A majority of these prisoners are detainees who are on remand for an average of two years, except for the case of one man who has been on remand for eight years without trial. 

Amidst these concerns, the bureau is locked in a decades-long court-ordered consent decree and a settlement which mandates it to prove that it is not housing detainees in inhumane conditions or violating their human rights. The bureau is a party to two separate consent decrees: a consent decree covering conditions of confinement at John A. Bell Adult Correctional Facility on St. Croix, and a consent decree covering the Alexander A. Farrelly Criminal Justice Complex on St. Thomas.

Its 2023 budget includes $700,000 for fees to monitors and experts which the bureau is legally mandated to pay so long as the consent decrees remain in effect. To remedy this issue, the V.I. Department of Justice and BOC have jointly retained the services of Maynard Cooper Gale — a law firm with specialized legal expertise in complex prison litigation cases — with a hope that they will be able to end the decrees within the next two years.

“I think the administrative correctional medical and mental health staff in St. Thomas and St. Croix are going to be the keys to getting the territory out of the settlement agreement in St. Croix and the consent decree in St. Thomas,” Attorney Matt Reeves said, adding that it would take a lot of work to remedy.

These consent decrees were imposed in 1986 at John A. Bell on St. Croix and in 1994 at the CJC on St. Thomas and both address conditions of confinement including infrastructure, security, medical, mental, and dental health services as well as other mandates, programs, and services.

A recent detailed report, which was submitted by court-appointed independent monitor Kenneth Ray, said BOC was woefully failing on a number of consent decree compliance matters, leading to a score downgrade.

Elsewhere, Ms. Testamark said BOC has been actively engaged in talks to find ways to decrease the prison population. However, proposed solutions would exclude a majority of the people on remand who may not qualify to participate in pre-trial divisionary programs. For example, she said ankle bracelets would be for none violent offenders but a majority of the detainees are in prison for murder and rape charges and would not be eligible. 

“We’re currently working on an MOU to procure some ankle bracelets. The challenge is out of our population only 25 would qualify. Our population, it’s a high percentage of it that’s charged with murder and rape which are violent charges, so they wouldn’t qualify for some of those pre-trial diversionary programs that we’re trying to enlist in the territory,” the director explained. 

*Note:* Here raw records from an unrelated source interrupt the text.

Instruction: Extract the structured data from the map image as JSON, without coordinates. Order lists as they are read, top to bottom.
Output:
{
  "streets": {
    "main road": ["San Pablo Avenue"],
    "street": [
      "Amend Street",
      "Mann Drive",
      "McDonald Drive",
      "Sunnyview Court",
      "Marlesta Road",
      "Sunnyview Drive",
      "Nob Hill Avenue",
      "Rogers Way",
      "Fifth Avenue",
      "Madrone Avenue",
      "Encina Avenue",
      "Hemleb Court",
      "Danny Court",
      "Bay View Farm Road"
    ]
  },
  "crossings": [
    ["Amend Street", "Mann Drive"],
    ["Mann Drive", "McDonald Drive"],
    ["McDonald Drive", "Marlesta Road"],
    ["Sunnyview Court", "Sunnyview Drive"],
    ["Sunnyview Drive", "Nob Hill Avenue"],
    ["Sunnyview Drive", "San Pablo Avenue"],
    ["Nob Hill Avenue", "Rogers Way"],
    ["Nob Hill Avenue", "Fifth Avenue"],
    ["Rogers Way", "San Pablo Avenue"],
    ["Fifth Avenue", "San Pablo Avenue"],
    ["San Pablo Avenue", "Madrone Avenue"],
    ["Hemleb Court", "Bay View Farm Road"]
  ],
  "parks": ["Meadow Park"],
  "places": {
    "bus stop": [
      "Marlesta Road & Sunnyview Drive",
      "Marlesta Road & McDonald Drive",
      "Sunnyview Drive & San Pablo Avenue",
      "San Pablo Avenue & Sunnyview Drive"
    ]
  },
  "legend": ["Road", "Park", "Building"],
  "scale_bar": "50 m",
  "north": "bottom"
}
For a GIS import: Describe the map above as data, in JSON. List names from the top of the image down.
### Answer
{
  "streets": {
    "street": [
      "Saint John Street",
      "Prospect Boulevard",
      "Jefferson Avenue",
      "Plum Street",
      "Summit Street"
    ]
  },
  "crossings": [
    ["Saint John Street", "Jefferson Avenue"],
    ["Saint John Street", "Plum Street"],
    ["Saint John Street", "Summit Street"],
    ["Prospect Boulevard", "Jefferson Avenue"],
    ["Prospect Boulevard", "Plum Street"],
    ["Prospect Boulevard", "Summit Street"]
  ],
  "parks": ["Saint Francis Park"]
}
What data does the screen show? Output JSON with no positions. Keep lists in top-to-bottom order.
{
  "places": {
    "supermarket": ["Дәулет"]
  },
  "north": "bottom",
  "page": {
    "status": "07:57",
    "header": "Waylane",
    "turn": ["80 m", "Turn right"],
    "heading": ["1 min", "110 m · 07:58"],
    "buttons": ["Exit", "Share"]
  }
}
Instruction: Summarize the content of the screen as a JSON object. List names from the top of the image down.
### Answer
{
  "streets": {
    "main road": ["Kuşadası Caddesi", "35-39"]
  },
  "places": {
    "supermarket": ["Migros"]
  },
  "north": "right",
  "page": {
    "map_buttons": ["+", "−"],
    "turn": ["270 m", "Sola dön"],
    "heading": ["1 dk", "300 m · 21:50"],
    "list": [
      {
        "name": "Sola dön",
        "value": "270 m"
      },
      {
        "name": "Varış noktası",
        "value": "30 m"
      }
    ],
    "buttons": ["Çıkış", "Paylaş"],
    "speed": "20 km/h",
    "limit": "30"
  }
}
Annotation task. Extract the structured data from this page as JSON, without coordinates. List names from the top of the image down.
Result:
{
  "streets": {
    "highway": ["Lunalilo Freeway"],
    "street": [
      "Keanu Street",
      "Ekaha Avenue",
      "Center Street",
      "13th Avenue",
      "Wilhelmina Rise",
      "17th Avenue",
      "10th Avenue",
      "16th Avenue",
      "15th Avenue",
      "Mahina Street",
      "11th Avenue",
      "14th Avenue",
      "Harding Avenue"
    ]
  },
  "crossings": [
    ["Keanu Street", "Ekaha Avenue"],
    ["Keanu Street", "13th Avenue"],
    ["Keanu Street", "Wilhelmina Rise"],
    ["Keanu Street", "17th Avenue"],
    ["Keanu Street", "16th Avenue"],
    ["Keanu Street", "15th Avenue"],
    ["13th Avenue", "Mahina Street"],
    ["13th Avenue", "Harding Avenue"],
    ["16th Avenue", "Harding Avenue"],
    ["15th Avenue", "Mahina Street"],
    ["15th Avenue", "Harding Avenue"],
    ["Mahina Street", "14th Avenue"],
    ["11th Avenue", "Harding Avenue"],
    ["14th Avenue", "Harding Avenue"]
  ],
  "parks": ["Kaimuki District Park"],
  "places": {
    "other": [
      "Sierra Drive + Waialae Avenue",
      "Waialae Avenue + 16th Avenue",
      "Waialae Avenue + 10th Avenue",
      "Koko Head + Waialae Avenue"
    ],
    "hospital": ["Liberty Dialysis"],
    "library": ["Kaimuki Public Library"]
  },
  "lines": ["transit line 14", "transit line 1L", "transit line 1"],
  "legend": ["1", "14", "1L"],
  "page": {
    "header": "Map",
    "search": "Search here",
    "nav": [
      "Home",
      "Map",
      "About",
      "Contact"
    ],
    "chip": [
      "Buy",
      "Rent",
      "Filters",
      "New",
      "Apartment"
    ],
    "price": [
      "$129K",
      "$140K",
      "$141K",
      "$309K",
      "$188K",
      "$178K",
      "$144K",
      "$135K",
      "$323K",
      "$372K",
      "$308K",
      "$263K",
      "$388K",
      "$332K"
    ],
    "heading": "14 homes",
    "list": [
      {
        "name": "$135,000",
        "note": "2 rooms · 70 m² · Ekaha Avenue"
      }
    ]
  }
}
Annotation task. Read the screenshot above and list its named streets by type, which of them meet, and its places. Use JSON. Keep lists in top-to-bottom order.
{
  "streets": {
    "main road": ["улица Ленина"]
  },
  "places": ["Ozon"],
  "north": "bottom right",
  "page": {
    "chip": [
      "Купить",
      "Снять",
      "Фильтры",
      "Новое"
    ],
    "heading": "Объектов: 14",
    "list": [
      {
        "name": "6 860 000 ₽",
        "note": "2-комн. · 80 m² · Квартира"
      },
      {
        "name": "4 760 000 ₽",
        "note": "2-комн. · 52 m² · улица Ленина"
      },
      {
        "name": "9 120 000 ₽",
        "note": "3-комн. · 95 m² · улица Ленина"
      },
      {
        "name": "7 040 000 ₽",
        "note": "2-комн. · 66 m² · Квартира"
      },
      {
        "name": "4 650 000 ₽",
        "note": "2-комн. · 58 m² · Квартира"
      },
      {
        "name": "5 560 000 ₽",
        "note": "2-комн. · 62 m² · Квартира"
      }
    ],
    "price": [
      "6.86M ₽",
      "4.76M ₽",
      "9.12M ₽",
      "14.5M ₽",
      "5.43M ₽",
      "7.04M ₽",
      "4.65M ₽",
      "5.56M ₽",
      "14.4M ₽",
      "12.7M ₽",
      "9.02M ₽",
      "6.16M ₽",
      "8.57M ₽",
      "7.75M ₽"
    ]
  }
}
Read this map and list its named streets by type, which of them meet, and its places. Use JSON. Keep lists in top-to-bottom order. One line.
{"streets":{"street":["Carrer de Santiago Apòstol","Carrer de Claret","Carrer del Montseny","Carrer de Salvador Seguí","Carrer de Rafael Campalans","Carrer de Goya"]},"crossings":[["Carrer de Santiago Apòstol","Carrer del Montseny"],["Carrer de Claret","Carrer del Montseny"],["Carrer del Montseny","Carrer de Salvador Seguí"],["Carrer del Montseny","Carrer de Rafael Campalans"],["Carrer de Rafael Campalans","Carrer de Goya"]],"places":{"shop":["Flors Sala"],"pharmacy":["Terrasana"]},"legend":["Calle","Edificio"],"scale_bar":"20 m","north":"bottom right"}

Senator Janelle Sarauw called the monies being spent on legal representation of those decrees “absurd” and registered her annoyance with the process.

Ms. Sarauw noted that the litigation would not end as long a there is a high number of detainees being housed under poor conditions at these aging facilities. She uttered that “no matter how much money you give Mr. Reeves, you will never leave the consent decree because this is like a domino theory”.

 Senator Frett-Gregory also opened up about her concern with detainees remaining on remand for such long periods, commenting that, “It just makes me feel really, really bad that we’re okay with this and the people that serve on our judicial branch and in the Attorney General’s Office, they’re Virgin Islanders."